• [About this task] Match the word "roads". Return each line of the data below where it appears.

• [Stored data entries]
§ §

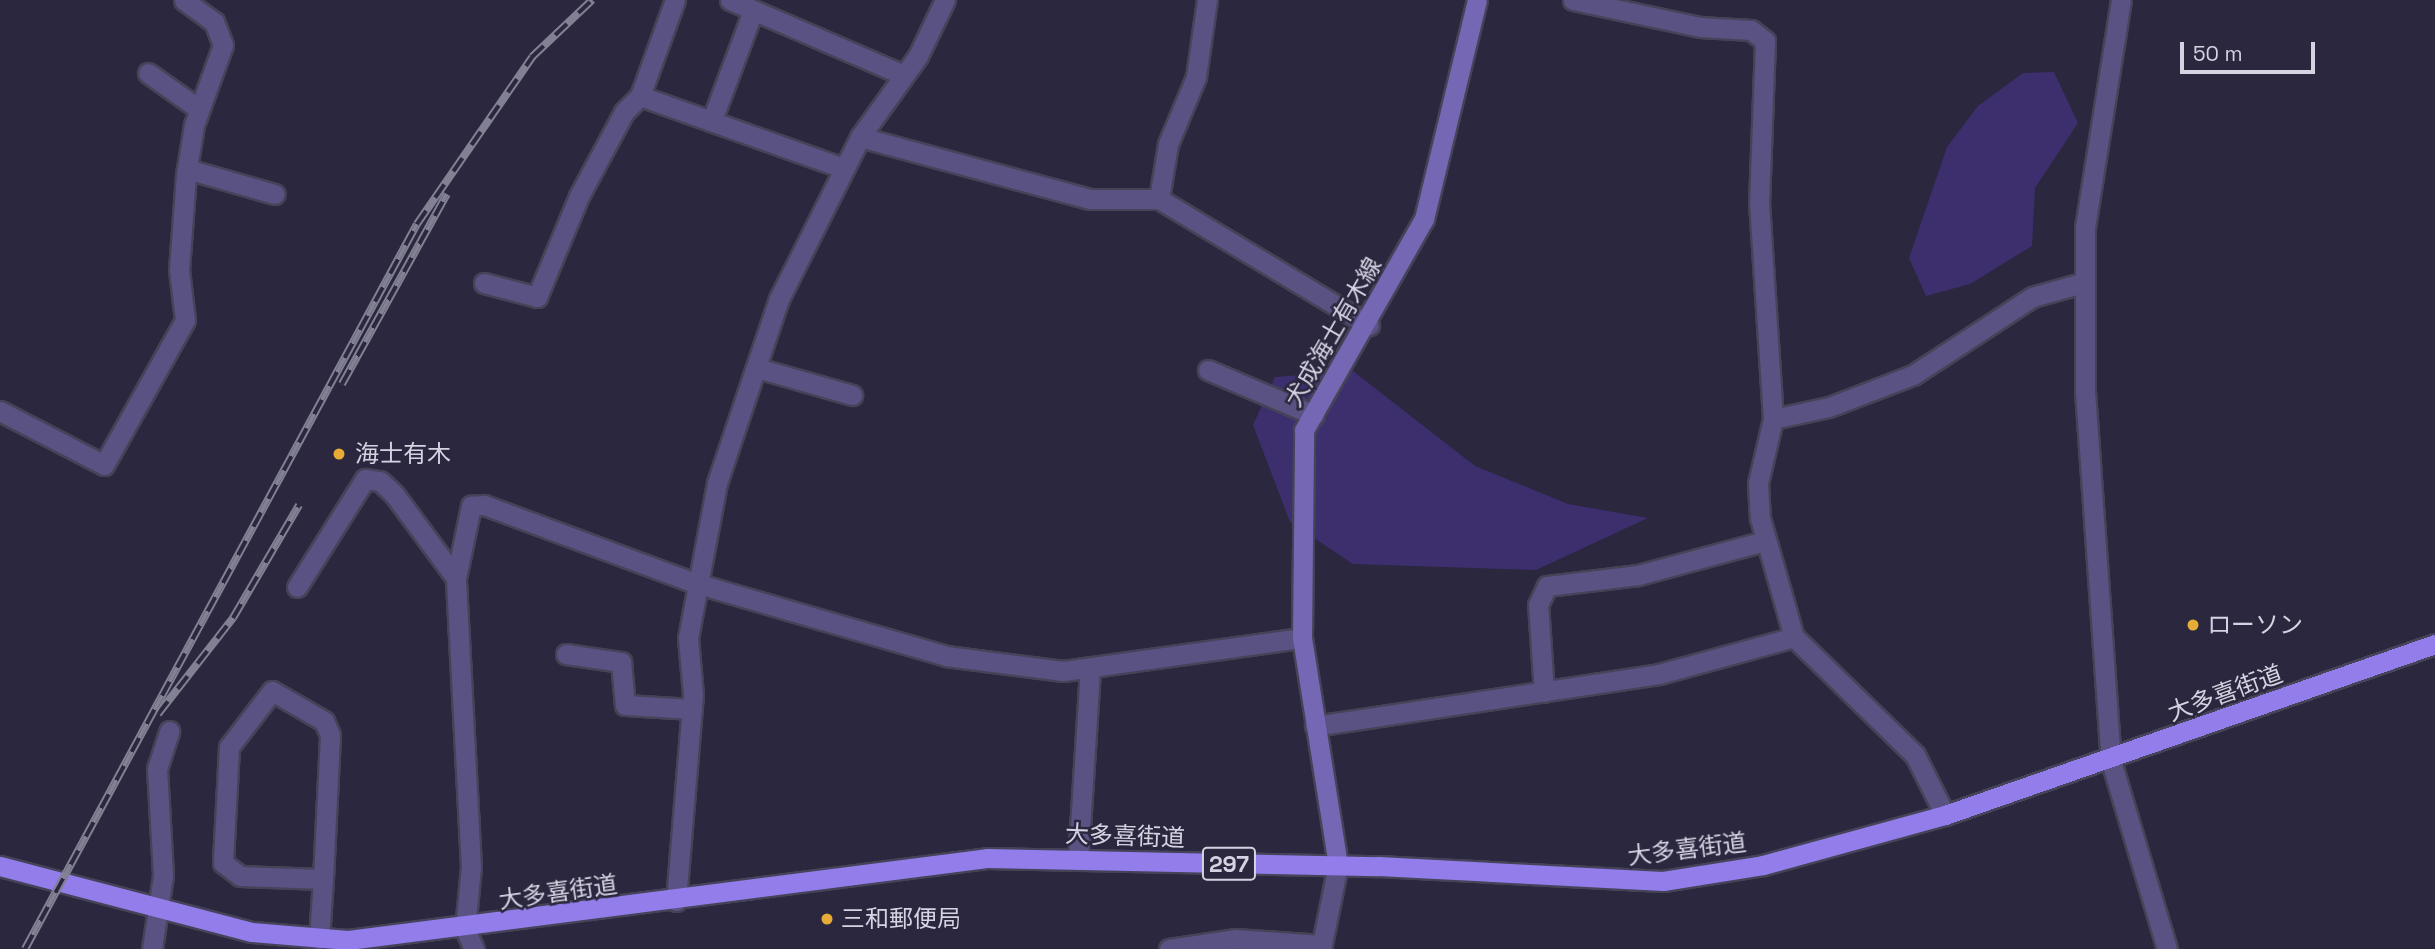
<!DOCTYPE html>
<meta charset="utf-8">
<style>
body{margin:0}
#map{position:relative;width:2435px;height:949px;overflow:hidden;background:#2a273e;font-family:"Space Grotesk","Noto Sans JP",sans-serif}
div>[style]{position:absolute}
.green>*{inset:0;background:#3d2e6e}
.roads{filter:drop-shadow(2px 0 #454358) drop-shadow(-2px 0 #454358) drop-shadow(0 2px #454358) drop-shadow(0 -2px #454358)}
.minor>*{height:19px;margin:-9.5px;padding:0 9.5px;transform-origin:9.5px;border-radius:9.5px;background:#5a5282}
.tertiary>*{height:19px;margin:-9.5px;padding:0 9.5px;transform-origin:9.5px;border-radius:9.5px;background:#5a5282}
.secondary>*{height:19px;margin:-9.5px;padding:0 9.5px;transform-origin:9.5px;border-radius:9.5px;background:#7567b3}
.trunk>*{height:19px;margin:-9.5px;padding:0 9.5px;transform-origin:9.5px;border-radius:9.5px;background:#927dea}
.rail>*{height:8px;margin-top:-4px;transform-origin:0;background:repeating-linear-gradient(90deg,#2a273e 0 16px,#828093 0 32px);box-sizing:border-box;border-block:2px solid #828093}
.dots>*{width:19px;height:19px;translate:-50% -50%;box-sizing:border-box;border:4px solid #2a273e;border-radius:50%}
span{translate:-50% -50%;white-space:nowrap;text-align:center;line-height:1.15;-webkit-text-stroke:5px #2a273e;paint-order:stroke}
.shield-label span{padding:2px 5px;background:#2a273e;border:2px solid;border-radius:5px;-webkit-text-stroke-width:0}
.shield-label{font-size:23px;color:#d5d3e2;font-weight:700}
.street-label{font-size:24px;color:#d5d3e2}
.poi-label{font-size:24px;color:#d5d3e2}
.left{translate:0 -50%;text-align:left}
.scale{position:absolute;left:2180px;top:42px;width:135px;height:32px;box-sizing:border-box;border:4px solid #d5d3e2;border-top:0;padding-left:9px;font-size:21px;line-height:24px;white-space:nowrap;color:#d5d3e2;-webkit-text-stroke:5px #2a273e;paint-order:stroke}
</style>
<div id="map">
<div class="green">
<div style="clip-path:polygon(2054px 72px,2078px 123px,2035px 188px,2032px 246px,1970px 284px,1926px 296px,1909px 258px,1947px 147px,1978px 106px,2023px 73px)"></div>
<div style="clip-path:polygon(1353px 371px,1475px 466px,1568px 504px,1648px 518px,1536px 570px,1353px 564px,1290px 522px,1253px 425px,1275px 377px)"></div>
</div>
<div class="roads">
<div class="minor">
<div style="left:730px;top:0;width:189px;rotate:23.4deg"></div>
<div style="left:1573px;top:0;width:130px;rotate:12deg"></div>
<div style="left:1700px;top:27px;width:51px;rotate:3.4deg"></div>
<div style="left:1751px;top:30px;width:18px;rotate:38deg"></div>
<div style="left:1765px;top:41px;width:161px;rotate:92.1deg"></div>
<div style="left:1759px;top:202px;width:217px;rotate:86.3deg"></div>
<div style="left:1773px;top:419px;width:66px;rotate:103.2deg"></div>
<div style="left:1758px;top:483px;width:35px;rotate:87deg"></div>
<div style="left:1760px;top:518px;width:124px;rotate:74.1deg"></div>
<div style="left:1794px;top:637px;width:169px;rotate:44.3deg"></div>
<div style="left:1915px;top:755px;width:67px;rotate:63.4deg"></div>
<div style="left:148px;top:73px;width:62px;rotate:35.2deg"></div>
<div style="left:640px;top:96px;width:215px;rotate:19.5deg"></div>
<div style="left:712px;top:120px;width:116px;rotate:-69.4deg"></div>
<div style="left:860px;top:137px;width:100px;rotate:-54.4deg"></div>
<div style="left:918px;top:56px;width:62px;rotate:-64.3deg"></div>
<div style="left:187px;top:169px;width:91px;rotate:15.9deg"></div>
<div style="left:1159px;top:199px;width:56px;rotate:-80.7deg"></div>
<div style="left:1168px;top:144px;width:73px;rotate:-67.3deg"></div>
<div style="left:1196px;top:77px;width:78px;rotate:-81.9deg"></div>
<div style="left:484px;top:283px;width:55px;rotate:14.8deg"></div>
<div style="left:537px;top:297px;width:109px;rotate:-67.4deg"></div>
<div style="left:579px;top:196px;width:95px;rotate:-61.8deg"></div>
<div style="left:624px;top:112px;width:23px;rotate:-45deg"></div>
<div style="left:640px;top:96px;width:102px;rotate:-70deg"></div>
<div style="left:757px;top:368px;width:99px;rotate:15.9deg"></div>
<div style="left:1208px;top:370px;width:115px;rotate:23deg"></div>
<div style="left:0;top:411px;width:117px;rotate:27.4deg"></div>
<div style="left:104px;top:465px;width:166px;rotate:-60.8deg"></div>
<div style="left:185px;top:320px;width:50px;rotate:-96.8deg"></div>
<div style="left:179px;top:270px;width:95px;rotate:-85.8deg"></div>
<div style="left:186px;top:175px;width:51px;rotate:-80.9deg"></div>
<div style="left:194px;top:125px;width:85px;rotate:-70.1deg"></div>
<div style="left:223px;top:45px;width:25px;rotate:-111deg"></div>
<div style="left:214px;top:22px;width:37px;rotate:-144deg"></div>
<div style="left:1773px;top:419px;width:57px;rotate:-12.1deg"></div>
<div style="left:1829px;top:407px;width:90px;rotate:-20.9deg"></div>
<div style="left:1913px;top:375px;width:142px;rotate:-33.2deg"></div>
<div style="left:2032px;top:297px;width:52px;rotate:-15.6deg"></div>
<div style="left:297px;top:587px;width:128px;rotate:-57.8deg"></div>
<div style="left:365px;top:479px;width:15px;rotate:8deg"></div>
<div style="left:380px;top:481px;width:19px;rotate:43deg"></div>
<div style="left:394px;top:494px;width:104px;rotate:53.6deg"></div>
<div style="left:566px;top:654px;width:56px;rotate:8.3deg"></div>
<div style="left:621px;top:662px;width:43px;rotate:84.7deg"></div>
<div style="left:625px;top:705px;width:67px;rotate:3.4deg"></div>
<div style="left:1544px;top:692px;width:87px;rotate:-93.9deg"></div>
<div style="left:1538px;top:605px;width:21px;rotate:-65deg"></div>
<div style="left:1547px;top:586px;width:92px;rotate:-6.9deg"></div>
<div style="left:1638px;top:575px;width:131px;rotate:-15deg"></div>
<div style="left:1315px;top:726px;width:348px;rotate:-8.6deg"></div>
<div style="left:1659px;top:674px;width:140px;rotate:-15.3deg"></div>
<div style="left:1078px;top:860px;width:193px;rotate:-86.4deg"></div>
<div style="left:676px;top:901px;width:207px;rotate:-85.3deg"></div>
<div style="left:693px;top:695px;width:57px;rotate:-95deg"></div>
<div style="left:688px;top:638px;width:158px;rotate:-79.4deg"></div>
<div style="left:717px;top:483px;width:194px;rotate:-71.4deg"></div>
<div style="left:779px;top:299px;width:181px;rotate:-63.4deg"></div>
<div style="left:860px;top:137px;width:238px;rotate:15.1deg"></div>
<div style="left:1090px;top:199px;width:69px"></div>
<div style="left:1159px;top:199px;width:245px;rotate:31deg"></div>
<div style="left:319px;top:939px;width:60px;rotate:-86.2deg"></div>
<div style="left:323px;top:879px;width:144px;rotate:-87.2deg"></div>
<div style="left:330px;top:735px;width:15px;rotate:-113deg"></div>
<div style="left:324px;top:721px;width:60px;rotate:-150deg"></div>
<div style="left:272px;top:691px;width:71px;rotate:127.5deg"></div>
<div style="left:229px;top:747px;width:116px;rotate:93deg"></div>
<div style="left:223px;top:863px;width:21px;rotate:37deg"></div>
<div style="left:240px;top:876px;width:83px;rotate:2.1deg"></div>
<div style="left:152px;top:949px;width:75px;rotate:-81.5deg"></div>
<div style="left:163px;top:875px;width:106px;rotate:-93.2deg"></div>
<div style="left:157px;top:769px;width:40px;rotate:-72deg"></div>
<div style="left:474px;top:949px;width:22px;rotate:-114deg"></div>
<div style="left:465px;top:929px;width:62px;rotate:-84.5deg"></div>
<div style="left:471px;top:867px;width:289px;rotate:-93deg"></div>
<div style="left:456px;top:578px;width:74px;rotate:-78.2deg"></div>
<div style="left:471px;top:506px;width:13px;rotate:-4deg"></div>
<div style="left:484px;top:505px;width:225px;rotate:20.3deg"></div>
<div style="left:695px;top:583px;width:261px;rotate:16.2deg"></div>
<div style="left:946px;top:656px;width:118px;rotate:7.3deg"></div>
<div style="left:1063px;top:671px;width:241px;rotate:-7.9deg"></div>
<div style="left:1169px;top:949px;width:68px;rotate:-8.5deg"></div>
<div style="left:1236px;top:939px;width:86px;rotate:4deg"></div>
</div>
<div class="tertiary">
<div style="left:2121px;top:0;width:231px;rotate:99deg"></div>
<div style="left:2085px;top:228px;width:163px;rotate:90deg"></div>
<div style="left:2085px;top:391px;width:371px;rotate:86deg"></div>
<div style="left:2111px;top:761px;width:196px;rotate:73.4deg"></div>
<div style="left:1321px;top:949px;width:86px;rotate:-78.6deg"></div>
</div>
<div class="secondary">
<div style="left:1338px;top:865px;width:230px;rotate:-99deg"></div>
<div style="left:1302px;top:638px;width:208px;rotate:-89.4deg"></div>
<div style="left:1304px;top:430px;width:243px;rotate:-60.4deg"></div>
<div style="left:1424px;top:219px;width:225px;rotate:-76.4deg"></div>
</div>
<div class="trunk">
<div style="left:0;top:866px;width:260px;rotate:14.7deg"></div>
<div style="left:252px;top:932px;width:96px;rotate:4.8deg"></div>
<div style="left:348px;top:940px;width:644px;rotate:-7.31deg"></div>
<div style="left:987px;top:858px;width:391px;rotate:1.2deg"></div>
<div style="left:1378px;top:866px;width:285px;rotate:3deg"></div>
<div style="left:1663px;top:881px;width:101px;rotate:-9.1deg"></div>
<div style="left:1763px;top:865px;width:189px;rotate:-15.4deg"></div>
<div style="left:1945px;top:815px;width:519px;rotate:-19.24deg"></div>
</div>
</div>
<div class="rail">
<div style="left:342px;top:384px;width:217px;rotate:-61.1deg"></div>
<div style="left:158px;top:714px;width:122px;rotate:-52deg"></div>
<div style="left:233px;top:618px;width:131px;rotate:-59.7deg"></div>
<div style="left:25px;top:949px;width:824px;rotate:-61.6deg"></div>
<div style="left:417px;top:224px;width:203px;rotate:-55.4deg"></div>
<div style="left:532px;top:57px;width:83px;rotate:-43.5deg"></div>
</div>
<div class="dots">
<div style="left:339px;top:454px;background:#e7ac36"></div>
<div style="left:2193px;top:625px;background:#e7ac36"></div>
<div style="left:827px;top:919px;background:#e7ac36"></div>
</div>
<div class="shield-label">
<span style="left:1229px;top:864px">297</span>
</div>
<div class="street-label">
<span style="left:1333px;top:332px;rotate:-60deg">犬成海士有木線</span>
<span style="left:2225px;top:693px;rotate:-20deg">大多喜街道</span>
<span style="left:1125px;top:836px;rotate:2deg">大多喜街道</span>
<span style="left:1687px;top:849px;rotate:-7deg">大多喜街道</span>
<span style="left:558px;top:892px;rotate:-8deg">大多喜街道</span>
</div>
<div class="poi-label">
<span class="left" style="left:355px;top:454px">海士有木</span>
<span class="left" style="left:2207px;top:625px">ローソン</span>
<span class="left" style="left:841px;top:919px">三和郵便局</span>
</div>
<div class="scale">50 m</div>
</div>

§ §

• [Exercise solution]
.roads{filter:drop-shadow(2px 0 #454358) drop-shadow(-2px 0 #454358) drop-shadow(0 2px #454358) drop-shadow(0 -2px #454358)}
<div class="roads">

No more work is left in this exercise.